The trauma of six years of medical turbulence created a poignant difference between the experiences of my peers and I.

It’s these discontinuities and contrasts that, at times, felt jarring and painful. My hospital check-ups continued, so it wasn’t uncommon for me to disappear for a day and then return to university life. Fatigue restricted the time for which I could work and socialise, and the trauma of six years of medical turbulence created a poignant difference between the experiences of my peers and I. Navigating this was difficult and was exacerbated by the pandemic. 

Over the years, this boundary has begun to break, blur, and blend. Friendships are founded and based, I hope, on mutual respect, compassion, and interest. The academic life of Oxford is everything that I hoped it would be and more. I now realise, after months of doubt about whether it would be ‘right’ for me, particularly after my tumour’s growth and treatment, that I have made the right call. Sometimes, however, my tumour and its effects can feel like a smoke bomb. Something that, if mentioned and released, produces panicked shock and stunned silence, and is something to be avoided and retreated from. 
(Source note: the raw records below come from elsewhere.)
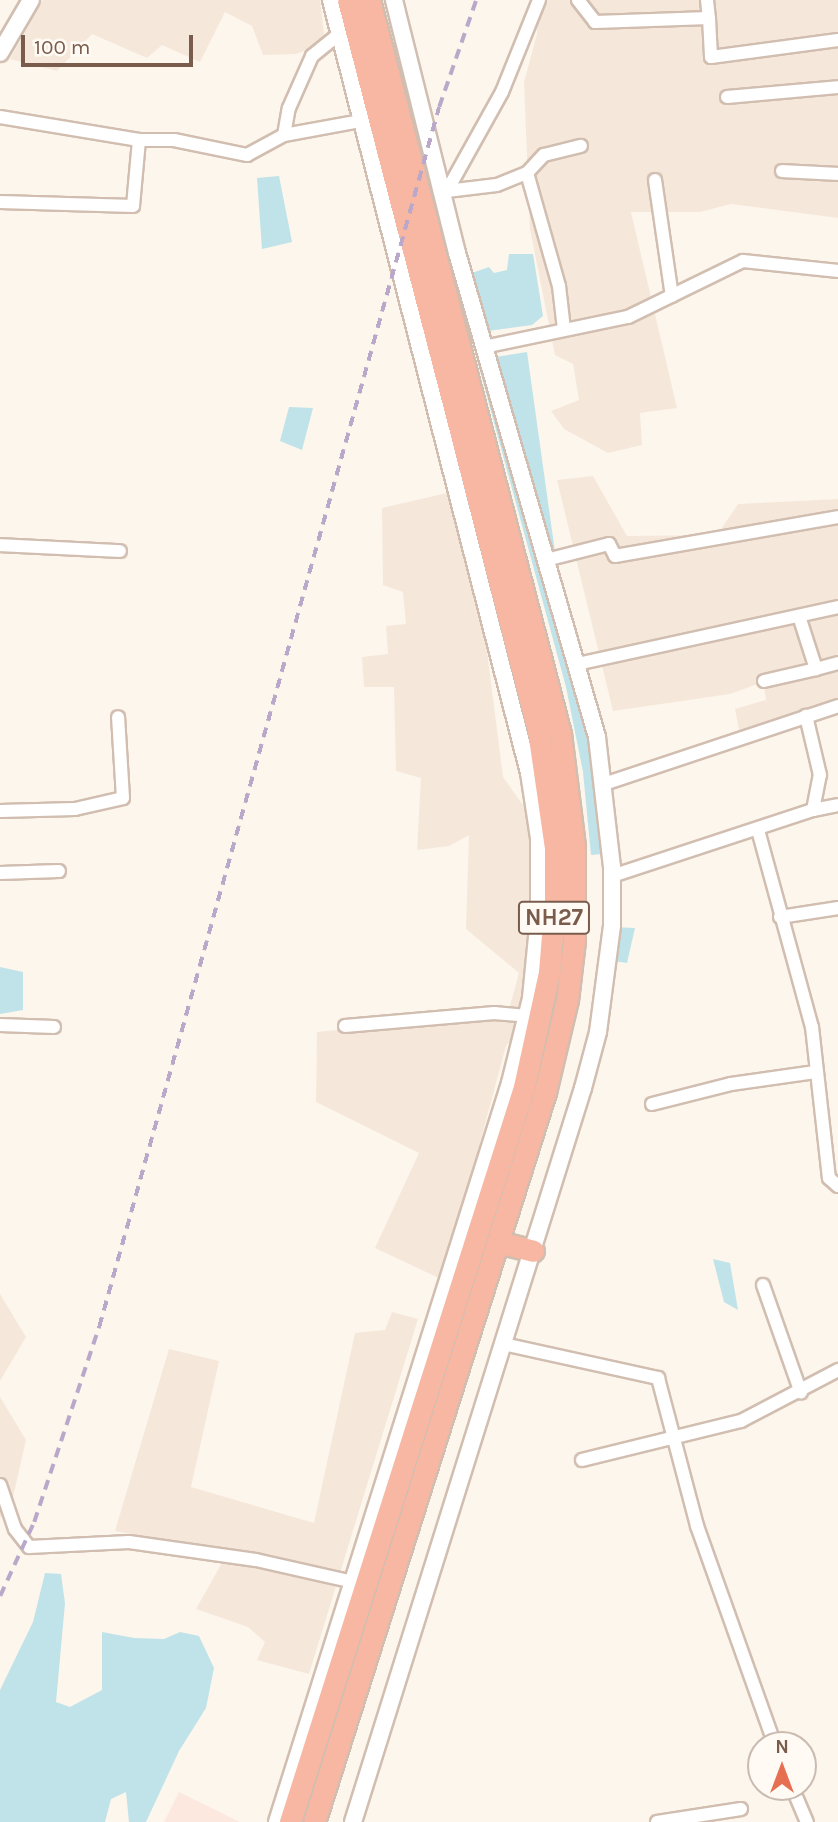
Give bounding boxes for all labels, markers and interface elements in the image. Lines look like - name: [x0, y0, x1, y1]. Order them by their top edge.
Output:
- scale bar: [24, 21, 196, 65]
- text: 100 m: [34, 35, 91, 59]
- road number: NH27: [517, 898, 591, 937]
- north arrow: [747, 1731, 817, 1801]
- text: N: [775, 1736, 789, 1758]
This situation doesn’t have a definitive ending. Instead, it changes, develops, and, hopefully, keeps improving. For the start of my second year, I’m finally medicated with everything I need, unlike the last few years. This term will begin not with a surgery-deciding phone call, but with a return to the familiarity of Oxford. I will still live with the late effects of my tumour and with the emotional waves and reverberations those experiences have produced, but I’m also comfortable and confident with that part of me, far more than I was last year. I’m content that, far from being the frightening feature it can often be deemed to be, it’s an important part of me, one which I can be proud of and use to better listen to and learn from the lives of others.